Este año he solicitado para dicha empresa la colaboración de Elías y Jorge. Su juventud no se ha visto aún horadada por los desajustes y las inclemencias provocados por los grados supremos del güisqui y la ginebra. Pensaba yo que tal premisa, la de su condición de treintañeros, serviría para salvaguardar mis horas de penitencia durante la fiesta de Los Palomos, aquí en Badajoz, un espectáculo de características e intenciones similares al que celebramos por Semana Santa en León, el de San Genarín. Imaginaba, digo, que la juventud de mis acompañantes no sería portadora, en modo alguno, de la adición perniciosa de su padre y superarían con él, conmigo, la tentación de los vinos, los güisquis y los gintonics que desde primeras horas de la tarde comenzó a dañar las mentes de los miles de participantes en el evento gay que se celebra en la capital extremeña cada año.

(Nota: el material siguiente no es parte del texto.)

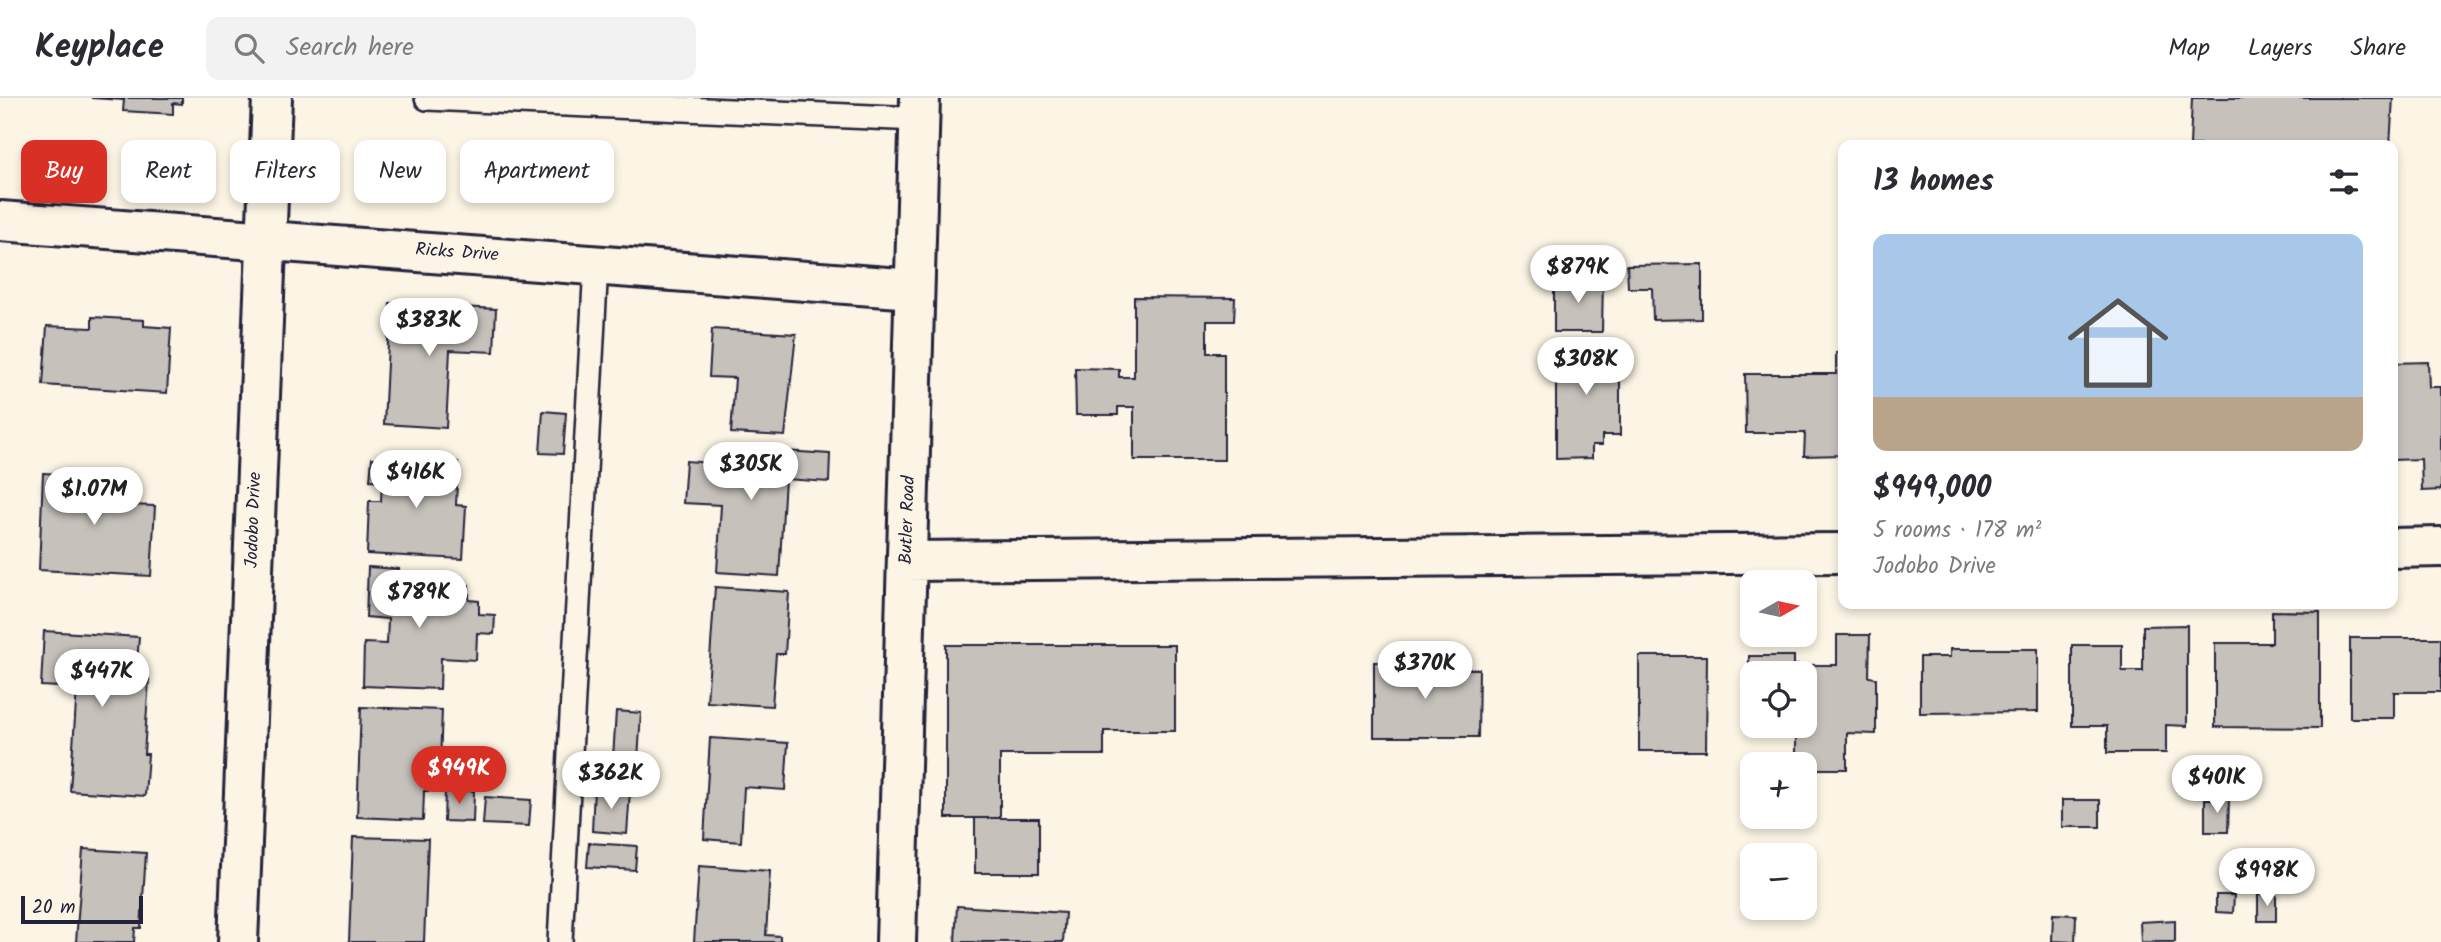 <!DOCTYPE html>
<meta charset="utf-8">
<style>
:root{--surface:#fff;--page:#f2f2f3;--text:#2b2b33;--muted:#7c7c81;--line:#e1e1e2;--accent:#d93025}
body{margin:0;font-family:Kalam,sans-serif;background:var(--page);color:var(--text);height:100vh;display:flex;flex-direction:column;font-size:26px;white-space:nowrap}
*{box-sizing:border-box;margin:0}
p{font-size:23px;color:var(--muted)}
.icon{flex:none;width:38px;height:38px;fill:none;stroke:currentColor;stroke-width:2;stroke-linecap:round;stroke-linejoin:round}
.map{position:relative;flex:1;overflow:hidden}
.details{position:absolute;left:1838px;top:42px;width:560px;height:469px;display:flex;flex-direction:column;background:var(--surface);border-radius:14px;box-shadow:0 4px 10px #0003}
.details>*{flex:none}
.top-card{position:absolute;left:21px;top:42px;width:665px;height:63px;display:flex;gap:14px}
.needle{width:46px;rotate:81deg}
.fabs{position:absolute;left:1740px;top:472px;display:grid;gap:14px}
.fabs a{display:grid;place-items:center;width:77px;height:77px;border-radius:14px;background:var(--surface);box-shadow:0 4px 10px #0003;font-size:35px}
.scale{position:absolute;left:21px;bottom:18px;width:122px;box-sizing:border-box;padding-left:7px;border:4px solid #22223b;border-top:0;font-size:19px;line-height:24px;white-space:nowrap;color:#22223b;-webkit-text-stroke:5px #fcf5e5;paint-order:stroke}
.price{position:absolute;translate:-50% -60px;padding:0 16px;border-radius:24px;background:#fff;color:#222;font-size:23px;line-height:46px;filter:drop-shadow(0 2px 4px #0008)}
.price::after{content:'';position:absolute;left:50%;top:42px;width:21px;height:16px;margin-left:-10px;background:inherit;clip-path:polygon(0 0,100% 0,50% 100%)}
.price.current{background:var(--accent);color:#fff}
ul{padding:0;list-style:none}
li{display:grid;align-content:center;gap:14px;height:371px;padding:0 35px}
li span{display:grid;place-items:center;height:217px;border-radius:14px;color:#555}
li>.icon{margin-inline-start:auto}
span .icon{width:126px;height:126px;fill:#fffc;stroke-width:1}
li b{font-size:30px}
h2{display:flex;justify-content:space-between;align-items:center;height:84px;padding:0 35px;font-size:30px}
.chip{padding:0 24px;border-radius:14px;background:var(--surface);box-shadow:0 4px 10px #0003;font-size:24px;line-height:63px}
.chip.current{background:var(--accent);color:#fff}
header{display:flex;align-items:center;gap:42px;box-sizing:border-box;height:98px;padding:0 35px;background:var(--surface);border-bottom:2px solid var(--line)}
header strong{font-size:33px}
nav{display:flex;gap:38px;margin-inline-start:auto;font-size:24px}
.search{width:490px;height:63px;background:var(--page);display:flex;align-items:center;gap:18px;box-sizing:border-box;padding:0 24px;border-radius:14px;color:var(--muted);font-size:26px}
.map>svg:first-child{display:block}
.building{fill:#c6c1bb;stroke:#22223b;stroke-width:2;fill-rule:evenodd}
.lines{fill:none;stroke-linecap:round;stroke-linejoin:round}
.service-casing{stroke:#22223b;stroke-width:28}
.minor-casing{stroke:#22223b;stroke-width:44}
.service{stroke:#fcf5e5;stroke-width:23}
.minor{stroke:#fcf5e5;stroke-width:38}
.labels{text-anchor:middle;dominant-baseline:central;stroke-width:6;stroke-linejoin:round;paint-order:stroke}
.street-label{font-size:18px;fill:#22223b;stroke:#fcf5e5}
</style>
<header>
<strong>Keyplace</strong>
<div class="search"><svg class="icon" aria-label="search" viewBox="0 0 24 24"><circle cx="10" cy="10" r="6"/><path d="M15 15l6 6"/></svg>Search here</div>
<nav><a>Map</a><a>Layers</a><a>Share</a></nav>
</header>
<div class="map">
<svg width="2441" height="844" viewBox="0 0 2441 844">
<rect width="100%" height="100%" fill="#fcf5e5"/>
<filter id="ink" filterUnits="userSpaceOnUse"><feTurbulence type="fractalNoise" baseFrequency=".0143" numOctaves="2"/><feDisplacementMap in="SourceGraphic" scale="14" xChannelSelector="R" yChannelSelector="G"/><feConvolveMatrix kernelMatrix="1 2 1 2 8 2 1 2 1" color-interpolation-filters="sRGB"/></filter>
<g filter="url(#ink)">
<!-- building -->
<path class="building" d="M91 0H182V6L173 5V16L123 13 124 2Z
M2192 0H2393L2390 47H2190Z
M1702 166V221L1653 222 1652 190H1628L1627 167Z
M1554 181H1603L1602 234H1554Z
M1134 199 1235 200 1234 223H1207V255H1224V362H1134V309H1118V317H1076L1075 270 1119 271V279H1134Z
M390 205 496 211 494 254 450 252 446 330 384 326Z
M92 219 144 222V228L171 230 167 295 43 287 47 228 92 230Z
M712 231 796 236 785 338 731 335 735 280 709 279Z
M1556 246H1620V337H1602V347H1592V360L1556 361Z
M1836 255H1843V357L1804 358 1805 335H1746L1745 276H1836Z
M2428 264 2429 289H2441V392L2422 393 2421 361 2392 362V265Z
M543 313 566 315 563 356 540 355Z
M725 349 830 356 829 384 785 381 779 478 717 474 721 407 683 405 686 363 724 366Z
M372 360 458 364 456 407 466 408 463 461 367 456 369 403H381L382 383 370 382Z
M43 375 130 380 128 407 155 408 151 478 39 472Z
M368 469 399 471 398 484 469 487V502L479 503V516L495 517 494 536 477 535 476 562 441 560 440 591 363 588 364 545 387 546 388 521 366 519Z
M715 489 789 494 785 556H776L772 608 707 604Z
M2272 513 2320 514V630L2215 629V545H2272Z
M2187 527V628L2166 627V655H2107V628H2072V547H2122V573H2143V528Z
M44 533 139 539 136 580 149 581 144 656H148L145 698 70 693 77 590 41 588Z
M1837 537H1870L1869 579 1876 580V636L1847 635V671H1804V667H1796V635H1749V558H1794V567H1837ZM1752 576H1804V628H1752Z
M2350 540H2441V594H2394V620H2350Z
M946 547H1175V633H1104V657H1000V720H946Z
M1950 551H2038V614L1920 615V559H1950Z
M1639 558H1707L1706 653H1639Z
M1374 564H1427V571H1479L1478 639H1374Z
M361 609 442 612 439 693H424L423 722 357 719Z
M616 613 641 615 638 662 613 660Z
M710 640 788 645 785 692 744 689 741 744 704 741Z
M594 691 630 693 627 736 592 733Z
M445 692 474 693 473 724 444 723Z
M485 699 531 702 529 728 483 726Z
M2205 701H2229L2228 734H2205Z
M2062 702H2100V729H2062Z
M975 720H1039V775H975Z
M353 739 428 741 424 844H349Z
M589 745 637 748 635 772 587 769Z
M83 751 146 755 141 830H135L134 844H76Z
M699 768 770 773 766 837 780 838V844H694Z
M2216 797H2234L2233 815 2216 814Z
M2258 797H2276V823H2258Z
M957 808 1065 815 1063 844H955Z
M2053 816 2076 817 2075 844 2052 843Z
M2175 822V844H2141L2140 824Z"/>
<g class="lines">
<!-- service casing -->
<g class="service-casing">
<path id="service" d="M427 0 919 21
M560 844 596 166"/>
</g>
<!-- minor casing -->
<g class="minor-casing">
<path id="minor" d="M0 123 914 191
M2392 450 2441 449
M907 463 1843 455
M238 844 272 0
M896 844 920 0"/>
</g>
<!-- service -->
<use href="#service" class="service"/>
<!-- minor -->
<use href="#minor" class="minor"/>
</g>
</g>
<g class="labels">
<!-- street labels -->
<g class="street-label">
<text transform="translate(457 155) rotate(4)">Ricks Drive</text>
<text transform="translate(254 422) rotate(-88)">Jodobo Drive</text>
<text transform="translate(908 422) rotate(-88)">Butler Road</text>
</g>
</g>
</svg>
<div class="fabs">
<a><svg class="needle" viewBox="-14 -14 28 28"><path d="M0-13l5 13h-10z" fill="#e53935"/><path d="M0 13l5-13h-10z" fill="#7c7c81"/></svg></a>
<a><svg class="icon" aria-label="locate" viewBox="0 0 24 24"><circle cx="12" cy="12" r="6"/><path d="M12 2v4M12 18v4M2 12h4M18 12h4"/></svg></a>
<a>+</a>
<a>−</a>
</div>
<div class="scale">20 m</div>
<b class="price" style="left:1578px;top:207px">$879K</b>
<b class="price" style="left:429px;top:260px">$383K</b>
<b class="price" style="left:1586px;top:299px">$308K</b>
<b class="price" style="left:751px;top:404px">$305K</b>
<b class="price" style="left:416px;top:412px">$416K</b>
<b class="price" style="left:94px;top:429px">$1.07M</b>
<b class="price" style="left:419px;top:532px">$789K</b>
<b class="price" style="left:1425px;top:603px">$370K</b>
<b class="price" style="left:102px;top:611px">$447K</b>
<b class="price current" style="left:459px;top:708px">$949K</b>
<b class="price" style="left:611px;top:713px">$362K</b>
<b class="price" style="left:2217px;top:717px">$401K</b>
<b class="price" style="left:2267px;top:810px">$998K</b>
<div class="top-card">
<a class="chip current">Buy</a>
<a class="chip">Rent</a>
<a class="chip">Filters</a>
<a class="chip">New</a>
<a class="chip">Apartment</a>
</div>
<section class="details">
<h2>13 homes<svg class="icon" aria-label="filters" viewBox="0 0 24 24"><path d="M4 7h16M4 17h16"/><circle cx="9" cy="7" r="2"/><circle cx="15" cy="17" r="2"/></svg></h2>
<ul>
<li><span style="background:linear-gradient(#a9c7e8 75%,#b9a48a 0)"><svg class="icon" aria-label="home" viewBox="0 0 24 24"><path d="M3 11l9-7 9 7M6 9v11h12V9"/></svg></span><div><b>$949,000</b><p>5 rooms · 178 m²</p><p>Jodobo Drive</p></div></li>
</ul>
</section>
</div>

La festividad de Los Palomos tiene su origen en una respuesta homófoba del anterior alcalde de la ciudad, Miguel Celdrán, quien a la manera de De la Riva, el populista regidor pucelano, dijo que «…en Badajoz no había palomos cojos», en clara referencia a gays, lesbianas, transexuales y bisexuales, «porque los echamos siempre de aquí». La respuesta inmediata, alentada por el Gran Wyoming en ‘El Intermedio’, su programa de la Sexta, fue una masiva peregrinación a la capital pacense hace cuatro años desde todos los puntos de la geografía española para celebrar el día de Los Palomo Cojos, una caravana festiva que no ha dejado de llegar a Extremadura estos últimos años, cada vez con mayor caudal de personas. Hábiles como resultan los políticos para transformar en peces los panes, el alcalde pepero se nombró abanderado de los ‘Palomos’ para recibirlos en Badajoz como amigos íntimos pero, sobre todo, como elementos capaces de incentivar la economía hostelera de la ciudad durante los tres días que suele durar el multicolor festejo.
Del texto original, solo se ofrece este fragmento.